- Task requirements: The full listing, word for word and free of images, is the expected result.

=== Section Start ===

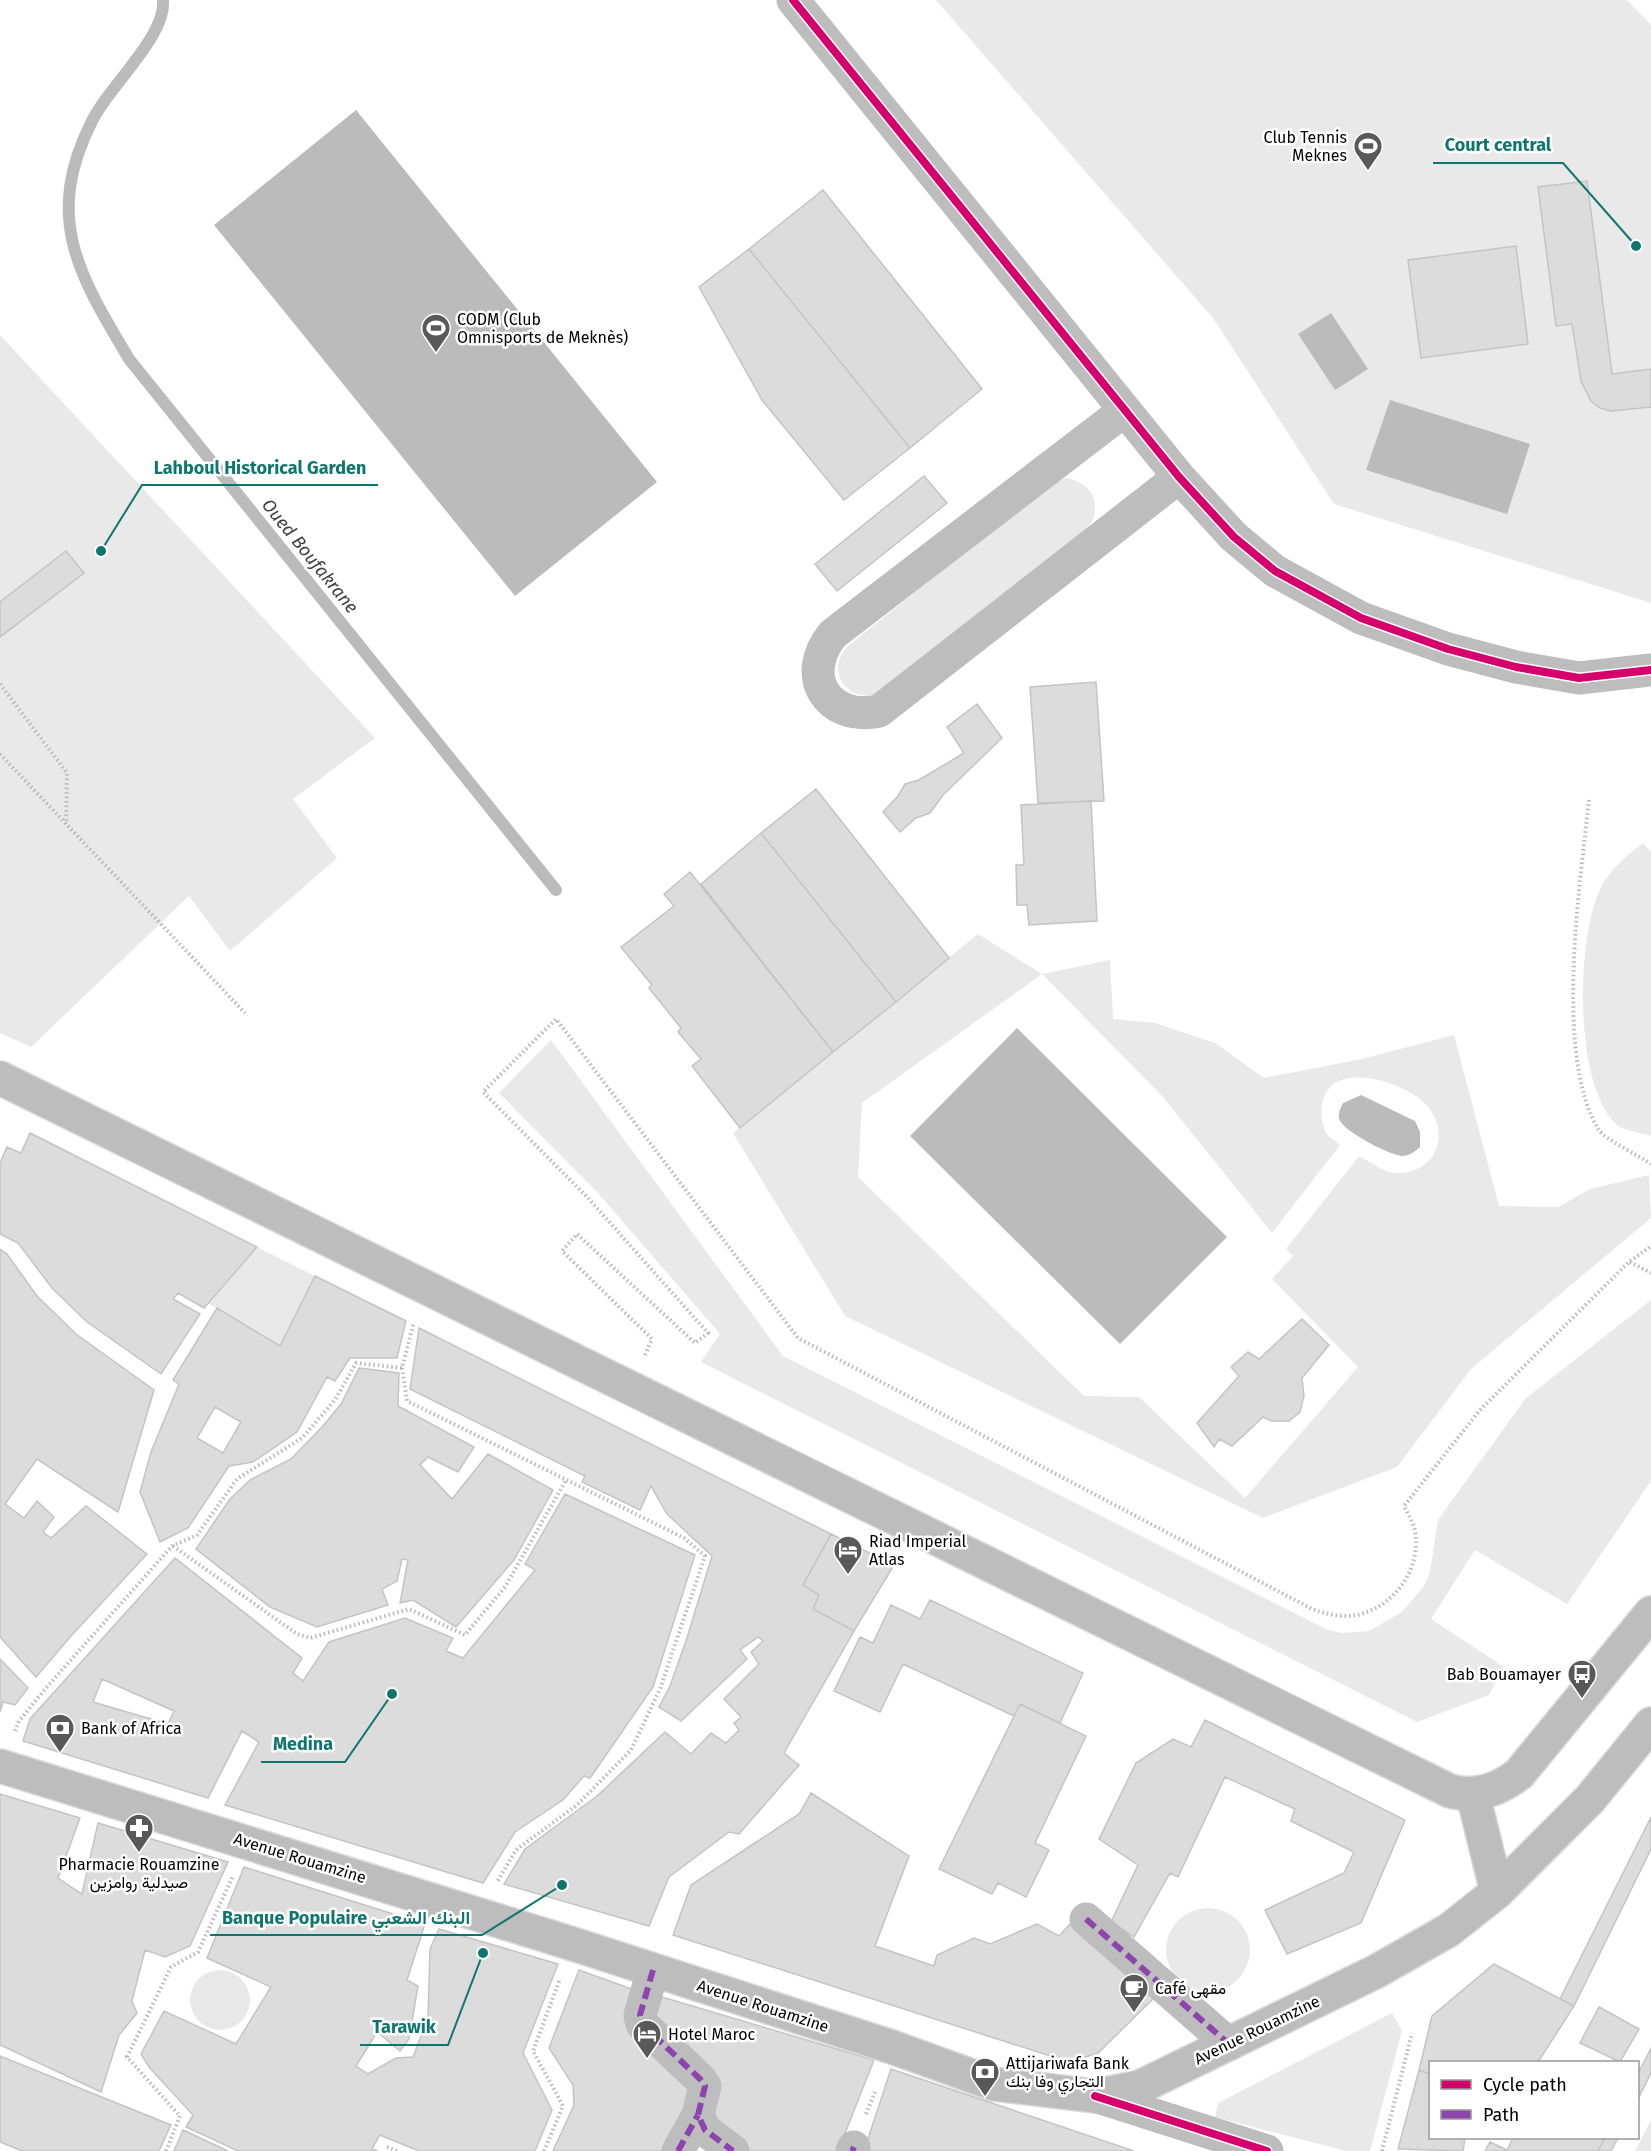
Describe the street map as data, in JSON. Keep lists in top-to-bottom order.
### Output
{
  "streets": {
    "main road": ["Avenue Rouamzine"]
  },
  "water": ["Oued Boufakrane"],
  "places": {
    "sports": ["Club Tennis Meknes", "CODM (Club Omnisports de Meknès)"],
    "other": [
      "Court central",
      "Lahboul Historical Garden",
      "Medina",
      "Banque Populaire البنك الشعبي",
      "Tarawik"
    ],
    "hotel": ["Riad Imperial Atlas", "Hotel Maroc"],
    "bus stop": ["Bab Bouamayer"],
    "bank": ["Bank of Africa", "Attijariwafa Bank التجاري وفا بنك"],
    "pharmacy": ["Pharmacie Rouamzine صيدلية روامزين"],
    "cafe": ["Café مقهى"]
  },
  "legend": ["Cycle path", "Path"]
}
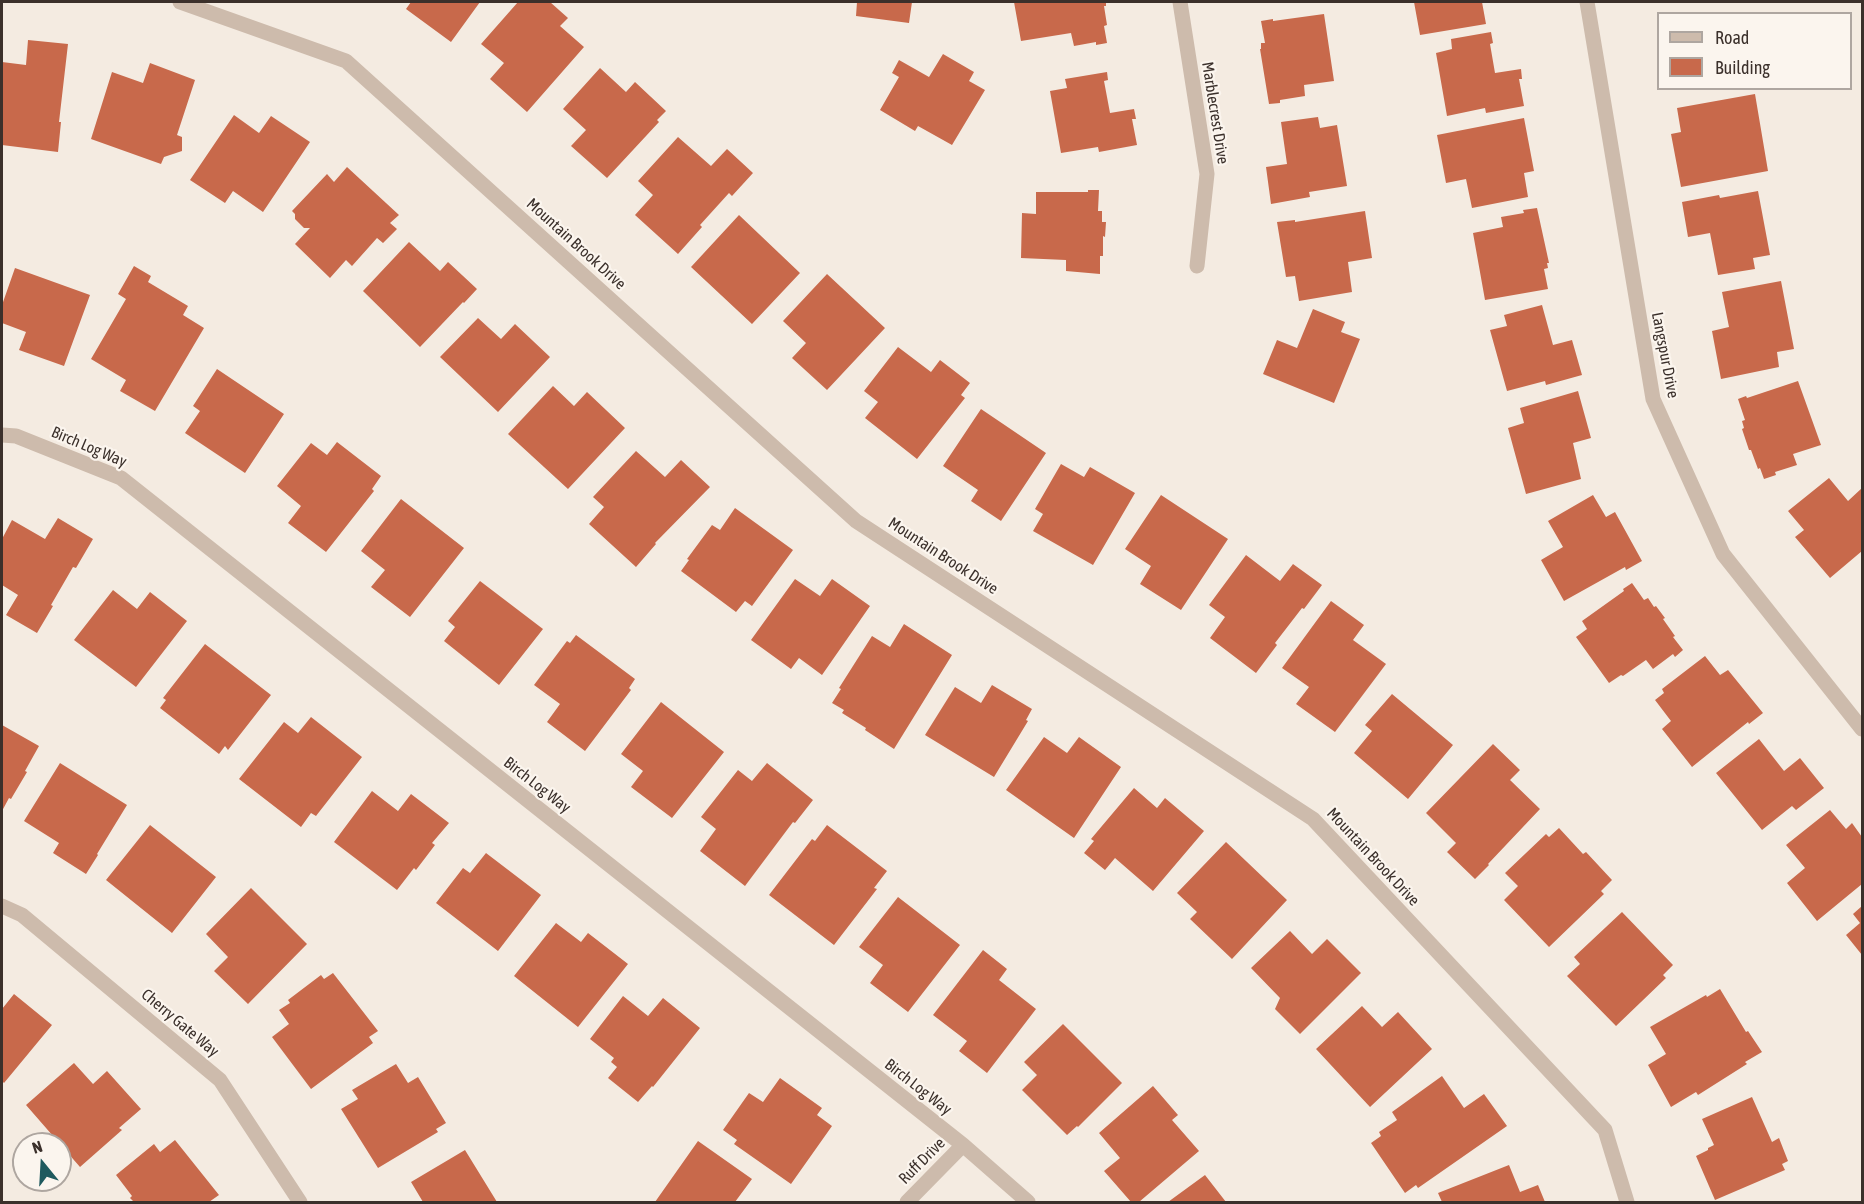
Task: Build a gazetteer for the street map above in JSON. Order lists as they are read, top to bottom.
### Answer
{
  "streets": {
    "street": [
      "Marblecrest Drive",
      "Mountain Brook Drive",
      "Langspur Drive",
      "Birch Log Way",
      "Cherry Gate Way",
      "Ruff Drive"
    ]
  },
  "crossings": [
    ["Birch Log Way", "Ruff Drive"]
  ],
  "legend": ["Road", "Building"],
  "north": "top"
}
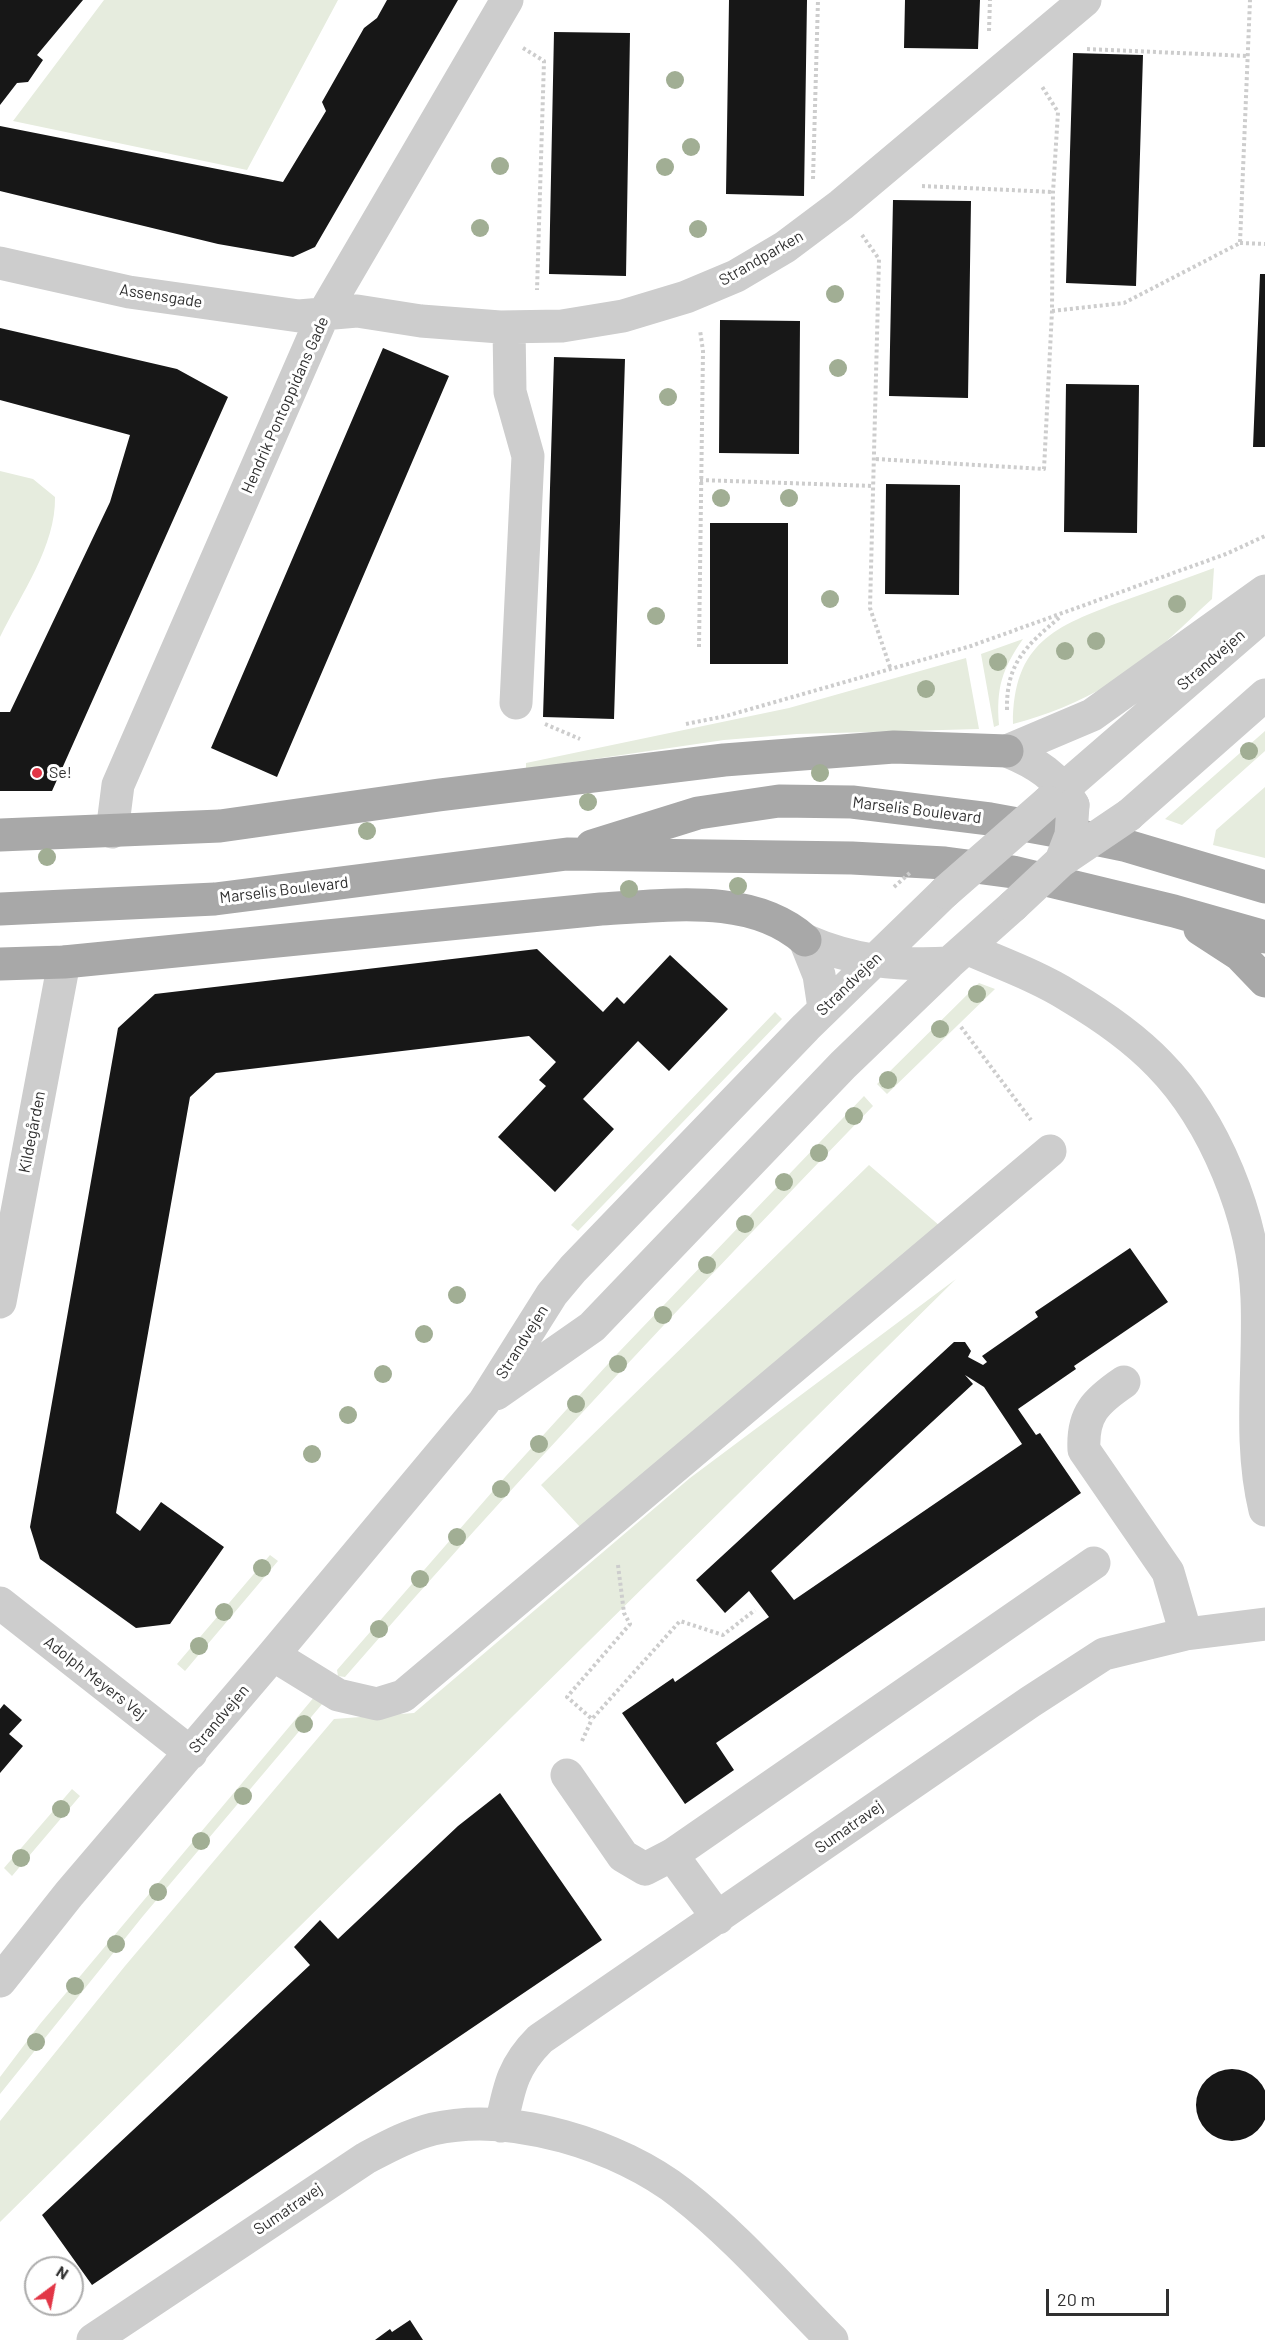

=== Section End ===

- Answer to this task:
Describe the street map as data, in JSON. Keep lists in top-to-bottom order.
### Output
{
  "streets": {
    "main road": ["Avenue Rouamzine"]
  },
  "water": ["Oued Boufakrane"],
  "places": {
    "sports": ["Club Tennis Meknes", "CODM (Club Omnisports de Meknès)"],
    "other": [
      "Court central",
      "Lahboul Historical Garden",
      "Medina",
      "Banque Populaire البنك الشعبي",
      "Tarawik"
    ],
    "hotel": ["Riad Imperial Atlas", "Hotel Maroc"],
    "bus stop": ["Bab Bouamayer"],
    "bank": ["Bank of Africa", "Attijariwafa Bank التجاري وفا بنك"],
    "pharmacy": ["Pharmacie Rouamzine صيدلية روامزين"],
    "cafe": ["Café مقهى"]
  },
  "legend": ["Cycle path", "Path"]
}
Task: Build a gazetteer for the street map above in JSON. Order lists as they are read, top to bottom.
### Answer
{
  "streets": {
    "street": [
      "Marblecrest Drive",
      "Mountain Brook Drive",
      "Langspur Drive",
      "Birch Log Way",
      "Cherry Gate Way",
      "Ruff Drive"
    ]
  },
  "crossings": [
    ["Birch Log Way", "Ruff Drive"]
  ],
  "legend": ["Road", "Building"],
  "north": "top"
}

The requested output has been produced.